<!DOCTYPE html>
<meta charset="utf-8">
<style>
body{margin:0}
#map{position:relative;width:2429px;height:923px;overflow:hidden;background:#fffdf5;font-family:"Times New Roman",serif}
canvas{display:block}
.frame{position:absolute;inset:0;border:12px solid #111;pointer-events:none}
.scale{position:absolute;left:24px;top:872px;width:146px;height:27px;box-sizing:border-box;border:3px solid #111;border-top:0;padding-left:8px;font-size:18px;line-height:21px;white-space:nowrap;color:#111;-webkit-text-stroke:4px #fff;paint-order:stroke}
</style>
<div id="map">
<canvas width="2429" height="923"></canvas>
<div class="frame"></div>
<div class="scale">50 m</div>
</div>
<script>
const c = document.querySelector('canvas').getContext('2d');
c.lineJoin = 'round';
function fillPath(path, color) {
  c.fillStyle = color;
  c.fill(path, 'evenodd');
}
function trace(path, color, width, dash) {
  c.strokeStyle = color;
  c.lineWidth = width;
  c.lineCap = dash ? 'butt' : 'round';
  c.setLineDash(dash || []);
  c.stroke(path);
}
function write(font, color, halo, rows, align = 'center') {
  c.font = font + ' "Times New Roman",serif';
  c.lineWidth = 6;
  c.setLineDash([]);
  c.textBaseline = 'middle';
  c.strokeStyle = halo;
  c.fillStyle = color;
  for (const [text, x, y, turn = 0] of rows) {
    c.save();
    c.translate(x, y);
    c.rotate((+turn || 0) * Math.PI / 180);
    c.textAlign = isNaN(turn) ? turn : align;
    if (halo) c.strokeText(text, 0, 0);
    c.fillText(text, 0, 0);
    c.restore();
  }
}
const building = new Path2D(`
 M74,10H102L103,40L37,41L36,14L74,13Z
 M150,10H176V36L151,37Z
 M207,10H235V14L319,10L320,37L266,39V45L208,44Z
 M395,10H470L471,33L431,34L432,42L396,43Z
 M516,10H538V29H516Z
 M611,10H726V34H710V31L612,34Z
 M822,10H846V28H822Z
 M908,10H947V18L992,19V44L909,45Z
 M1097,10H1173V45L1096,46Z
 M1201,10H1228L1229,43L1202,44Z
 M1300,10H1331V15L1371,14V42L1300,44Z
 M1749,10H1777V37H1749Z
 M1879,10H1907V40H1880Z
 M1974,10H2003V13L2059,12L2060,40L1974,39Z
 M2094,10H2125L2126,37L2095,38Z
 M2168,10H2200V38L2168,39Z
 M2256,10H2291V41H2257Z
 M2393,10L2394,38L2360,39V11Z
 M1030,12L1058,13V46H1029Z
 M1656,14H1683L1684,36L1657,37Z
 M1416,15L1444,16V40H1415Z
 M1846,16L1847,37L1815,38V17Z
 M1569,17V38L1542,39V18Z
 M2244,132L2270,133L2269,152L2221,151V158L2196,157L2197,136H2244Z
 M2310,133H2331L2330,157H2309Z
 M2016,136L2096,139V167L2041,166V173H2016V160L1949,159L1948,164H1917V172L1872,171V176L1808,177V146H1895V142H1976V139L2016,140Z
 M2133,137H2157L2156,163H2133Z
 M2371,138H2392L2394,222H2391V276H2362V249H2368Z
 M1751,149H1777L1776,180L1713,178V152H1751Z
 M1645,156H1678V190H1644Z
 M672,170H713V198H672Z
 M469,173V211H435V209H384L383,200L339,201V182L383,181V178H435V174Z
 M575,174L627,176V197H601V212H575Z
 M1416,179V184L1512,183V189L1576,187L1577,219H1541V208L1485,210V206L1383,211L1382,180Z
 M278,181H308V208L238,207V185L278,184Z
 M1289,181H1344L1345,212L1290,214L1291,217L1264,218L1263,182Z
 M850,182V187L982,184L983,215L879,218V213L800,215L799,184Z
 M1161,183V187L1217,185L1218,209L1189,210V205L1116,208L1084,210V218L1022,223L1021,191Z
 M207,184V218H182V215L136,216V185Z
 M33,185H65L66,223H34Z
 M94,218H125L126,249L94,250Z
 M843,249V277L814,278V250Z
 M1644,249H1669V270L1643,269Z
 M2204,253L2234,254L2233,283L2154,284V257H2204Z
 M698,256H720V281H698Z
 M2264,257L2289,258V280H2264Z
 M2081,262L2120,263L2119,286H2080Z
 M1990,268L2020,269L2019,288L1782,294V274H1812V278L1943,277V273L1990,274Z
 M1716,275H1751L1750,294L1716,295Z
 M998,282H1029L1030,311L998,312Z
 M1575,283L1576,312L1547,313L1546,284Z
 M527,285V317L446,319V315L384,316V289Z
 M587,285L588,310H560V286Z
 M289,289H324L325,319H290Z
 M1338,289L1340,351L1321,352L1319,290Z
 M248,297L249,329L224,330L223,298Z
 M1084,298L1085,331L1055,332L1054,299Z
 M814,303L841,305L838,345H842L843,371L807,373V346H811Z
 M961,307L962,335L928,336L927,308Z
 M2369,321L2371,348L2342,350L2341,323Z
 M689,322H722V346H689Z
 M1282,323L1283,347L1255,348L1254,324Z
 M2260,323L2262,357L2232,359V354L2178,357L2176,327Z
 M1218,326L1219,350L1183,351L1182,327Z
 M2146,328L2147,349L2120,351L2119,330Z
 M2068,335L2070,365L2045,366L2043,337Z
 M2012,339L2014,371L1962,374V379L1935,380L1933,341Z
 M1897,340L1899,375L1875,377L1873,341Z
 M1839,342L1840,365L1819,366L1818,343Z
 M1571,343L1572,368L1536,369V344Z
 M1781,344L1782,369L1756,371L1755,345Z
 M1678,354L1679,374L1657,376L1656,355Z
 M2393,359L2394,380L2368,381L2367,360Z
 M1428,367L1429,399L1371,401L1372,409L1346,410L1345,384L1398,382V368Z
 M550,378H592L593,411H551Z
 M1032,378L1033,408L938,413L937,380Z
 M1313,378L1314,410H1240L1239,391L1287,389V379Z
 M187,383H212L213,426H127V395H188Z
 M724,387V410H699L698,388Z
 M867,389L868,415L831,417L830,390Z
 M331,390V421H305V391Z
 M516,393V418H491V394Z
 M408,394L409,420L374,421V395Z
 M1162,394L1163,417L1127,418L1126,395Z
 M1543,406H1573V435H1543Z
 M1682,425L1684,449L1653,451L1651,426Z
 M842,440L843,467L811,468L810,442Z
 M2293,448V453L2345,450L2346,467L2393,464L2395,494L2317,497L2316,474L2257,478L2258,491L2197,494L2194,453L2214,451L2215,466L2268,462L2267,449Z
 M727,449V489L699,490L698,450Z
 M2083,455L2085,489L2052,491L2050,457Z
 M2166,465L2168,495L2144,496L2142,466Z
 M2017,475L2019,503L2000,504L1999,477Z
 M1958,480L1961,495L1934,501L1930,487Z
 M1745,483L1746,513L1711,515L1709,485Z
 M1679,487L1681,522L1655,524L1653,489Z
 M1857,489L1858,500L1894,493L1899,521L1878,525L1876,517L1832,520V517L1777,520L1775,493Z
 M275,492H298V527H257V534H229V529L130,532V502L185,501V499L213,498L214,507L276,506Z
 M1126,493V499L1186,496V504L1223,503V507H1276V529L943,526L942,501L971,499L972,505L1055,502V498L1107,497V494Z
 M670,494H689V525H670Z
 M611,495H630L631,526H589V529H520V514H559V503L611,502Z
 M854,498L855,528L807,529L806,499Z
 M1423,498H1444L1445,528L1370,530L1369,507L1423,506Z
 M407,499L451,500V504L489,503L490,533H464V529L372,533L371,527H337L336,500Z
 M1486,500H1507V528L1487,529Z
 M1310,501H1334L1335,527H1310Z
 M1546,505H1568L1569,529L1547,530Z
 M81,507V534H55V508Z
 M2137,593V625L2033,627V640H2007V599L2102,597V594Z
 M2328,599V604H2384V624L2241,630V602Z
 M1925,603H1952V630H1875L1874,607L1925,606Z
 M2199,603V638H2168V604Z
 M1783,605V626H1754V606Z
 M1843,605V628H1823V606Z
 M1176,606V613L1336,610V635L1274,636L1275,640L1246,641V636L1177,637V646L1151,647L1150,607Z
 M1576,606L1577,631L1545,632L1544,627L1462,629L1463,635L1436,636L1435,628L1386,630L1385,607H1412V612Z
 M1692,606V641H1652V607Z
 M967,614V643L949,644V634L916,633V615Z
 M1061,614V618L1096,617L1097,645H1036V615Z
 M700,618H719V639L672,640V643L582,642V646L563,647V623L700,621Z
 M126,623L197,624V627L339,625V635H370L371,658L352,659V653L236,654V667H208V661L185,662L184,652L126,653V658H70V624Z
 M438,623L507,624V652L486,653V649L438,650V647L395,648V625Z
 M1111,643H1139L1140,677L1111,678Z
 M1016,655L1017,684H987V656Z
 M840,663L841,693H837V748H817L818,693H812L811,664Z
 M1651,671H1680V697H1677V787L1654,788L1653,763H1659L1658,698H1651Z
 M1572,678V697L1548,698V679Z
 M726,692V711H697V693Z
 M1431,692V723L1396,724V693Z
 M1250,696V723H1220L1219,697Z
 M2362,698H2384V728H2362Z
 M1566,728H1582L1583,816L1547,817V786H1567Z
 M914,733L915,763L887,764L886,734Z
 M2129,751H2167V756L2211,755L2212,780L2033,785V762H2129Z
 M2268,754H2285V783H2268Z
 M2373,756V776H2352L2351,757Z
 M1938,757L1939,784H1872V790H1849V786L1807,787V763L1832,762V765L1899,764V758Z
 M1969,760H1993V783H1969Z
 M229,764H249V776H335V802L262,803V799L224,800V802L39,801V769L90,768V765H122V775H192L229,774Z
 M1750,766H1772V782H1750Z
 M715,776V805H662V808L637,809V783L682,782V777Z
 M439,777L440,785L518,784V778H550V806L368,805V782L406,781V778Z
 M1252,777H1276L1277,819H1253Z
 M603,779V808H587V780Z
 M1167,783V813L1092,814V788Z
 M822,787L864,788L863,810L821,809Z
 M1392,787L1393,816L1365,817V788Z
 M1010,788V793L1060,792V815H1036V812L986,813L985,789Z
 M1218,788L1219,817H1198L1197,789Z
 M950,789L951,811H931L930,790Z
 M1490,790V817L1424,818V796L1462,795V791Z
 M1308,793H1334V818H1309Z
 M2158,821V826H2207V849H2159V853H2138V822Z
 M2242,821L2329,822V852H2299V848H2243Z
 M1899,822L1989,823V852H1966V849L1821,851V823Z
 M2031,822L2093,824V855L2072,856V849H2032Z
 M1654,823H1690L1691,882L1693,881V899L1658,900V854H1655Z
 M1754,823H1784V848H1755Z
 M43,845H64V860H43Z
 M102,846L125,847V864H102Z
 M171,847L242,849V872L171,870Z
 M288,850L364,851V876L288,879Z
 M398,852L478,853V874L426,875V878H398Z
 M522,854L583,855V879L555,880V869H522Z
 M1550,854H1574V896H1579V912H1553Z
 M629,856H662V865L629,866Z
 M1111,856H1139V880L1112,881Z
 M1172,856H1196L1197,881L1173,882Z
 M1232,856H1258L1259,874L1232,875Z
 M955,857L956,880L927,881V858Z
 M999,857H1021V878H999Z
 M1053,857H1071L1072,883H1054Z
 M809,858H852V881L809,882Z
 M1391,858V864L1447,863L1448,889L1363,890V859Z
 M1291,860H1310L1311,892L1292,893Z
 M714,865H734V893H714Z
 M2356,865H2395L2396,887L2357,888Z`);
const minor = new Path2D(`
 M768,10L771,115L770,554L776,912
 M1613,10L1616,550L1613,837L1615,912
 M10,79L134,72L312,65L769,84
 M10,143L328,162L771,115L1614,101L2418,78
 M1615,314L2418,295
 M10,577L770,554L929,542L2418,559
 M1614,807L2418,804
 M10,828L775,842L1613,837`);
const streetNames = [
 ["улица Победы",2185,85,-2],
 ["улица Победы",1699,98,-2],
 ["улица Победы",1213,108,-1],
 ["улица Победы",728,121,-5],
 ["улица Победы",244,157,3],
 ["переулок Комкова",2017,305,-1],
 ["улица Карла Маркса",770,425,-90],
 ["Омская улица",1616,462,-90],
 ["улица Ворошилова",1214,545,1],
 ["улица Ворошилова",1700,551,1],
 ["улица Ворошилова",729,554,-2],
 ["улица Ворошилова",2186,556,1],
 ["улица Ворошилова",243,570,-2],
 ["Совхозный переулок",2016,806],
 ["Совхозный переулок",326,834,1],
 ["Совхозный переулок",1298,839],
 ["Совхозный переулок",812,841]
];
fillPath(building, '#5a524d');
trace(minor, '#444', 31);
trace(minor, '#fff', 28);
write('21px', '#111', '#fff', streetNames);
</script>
....
▶ [WORK REQUIRED]
Among the records above, only the lines between the line holding "function write(font, color, halo, rows, align" and the line holding "M2081,262L2120,263L2119,286H2080Z", inclusive, are to be output, exactly as written.

▶ [EXERCISE SOLUTION]
function write(font, color, halo, rows, align = 'center') {
  c.font = font + ' "Times New Roman",serif';
  c.lineWidth = 6;
  c.setLineDash([]);
  c.textBaseline = 'middle';
  c.strokeStyle = halo;
  c.fillStyle = color;
  for (const [text, x, y, turn = 0] of rows) {
    c.save();
    c.translate(x, y);
    c.rotate((+turn || 0) * Math.PI / 180);
    c.textAlign = isNaN(turn) ? turn : align;
    if (halo) c.strokeText(text, 0, 0);
    c.fillText(text, 0, 0);
    c.restore();
  }
}
const building = new Path2D(`
 M74,10H102L103,40L37,41L36,14L74,13Z
 M150,10H176V36L151,37Z
 M207,10H235V14L319,10L320,37L266,39V45L208,44Z
 M395,10H470L471,33L431,34L432,42L396,43Z
 M516,10H538V29H516Z
 M611,10H726V34H710V31L612,34Z
 M822,10H846V28H822Z
 M908,10H947V18L992,19V44L909,45Z
 M1097,10H1173V45L1096,46Z
 M1201,10H1228L1229,43L1202,44Z
 M1300,10H1331V15L1371,14V42L1300,44Z
 M1749,10H1777V37H1749Z
 M1879,10H1907V40H1880Z
 M1974,10H2003V13L2059,12L2060,40L1974,39Z
 M2094,10H2125L2126,37L2095,38Z
 M2168,10H2200V38L2168,39Z
 M2256,10H2291V41H2257Z
 M2393,10L2394,38L2360,39V11Z
 M1030,12L1058,13V46H1029Z
 M1656,14H1683L1684,36L1657,37Z
 M1416,15L1444,16V40H1415Z
 M1846,16L1847,37L1815,38V17Z
 M1569,17V38L1542,39V18Z
 M2244,132L2270,133L2269,152L2221,151V158L2196,157L2197,136H2244Z
 M2310,133H2331L2330,157H2309Z
 M2016,136L2096,139V167L2041,166V173H2016V160L1949,159L1948,164H1917V172L1872,171V176L1808,177V146H1895V142H1976V139L2016,140Z
 M2133,137H2157L2156,163H2133Z
 M2371,138H2392L2394,222H2391V276H2362V249H2368Z
 M1751,149H1777L1776,180L1713,178V152H1751Z
 M1645,156H1678V190H1644Z
 M672,170H713V198H672Z
 M469,173V211H435V209H384L383,200L339,201V182L383,181V178H435V174Z
 M575,174L627,176V197H601V212H575Z
 M1416,179V184L1512,183V189L1576,187L1577,219H1541V208L1485,210V206L1383,211L1382,180Z
 M278,181H308V208L238,207V185L278,184Z
 M1289,181H1344L1345,212L1290,214L1291,217L1264,218L1263,182Z
 M850,182V187L982,184L983,215L879,218V213L800,215L799,184Z
 M1161,183V187L1217,185L1218,209L1189,210V205L1116,208L1084,210V218L1022,223L1021,191Z
 M207,184V218H182V215L136,216V185Z
 M33,185H65L66,223H34Z
 M94,218H125L126,249L94,250Z
 M843,249V277L814,278V250Z
 M1644,249H1669V270L1643,269Z
 M2204,253L2234,254L2233,283L2154,284V257H2204Z
 M698,256H720V281H698Z
 M2264,257L2289,258V280H2264Z
 M2081,262L2120,263L2119,286H2080Z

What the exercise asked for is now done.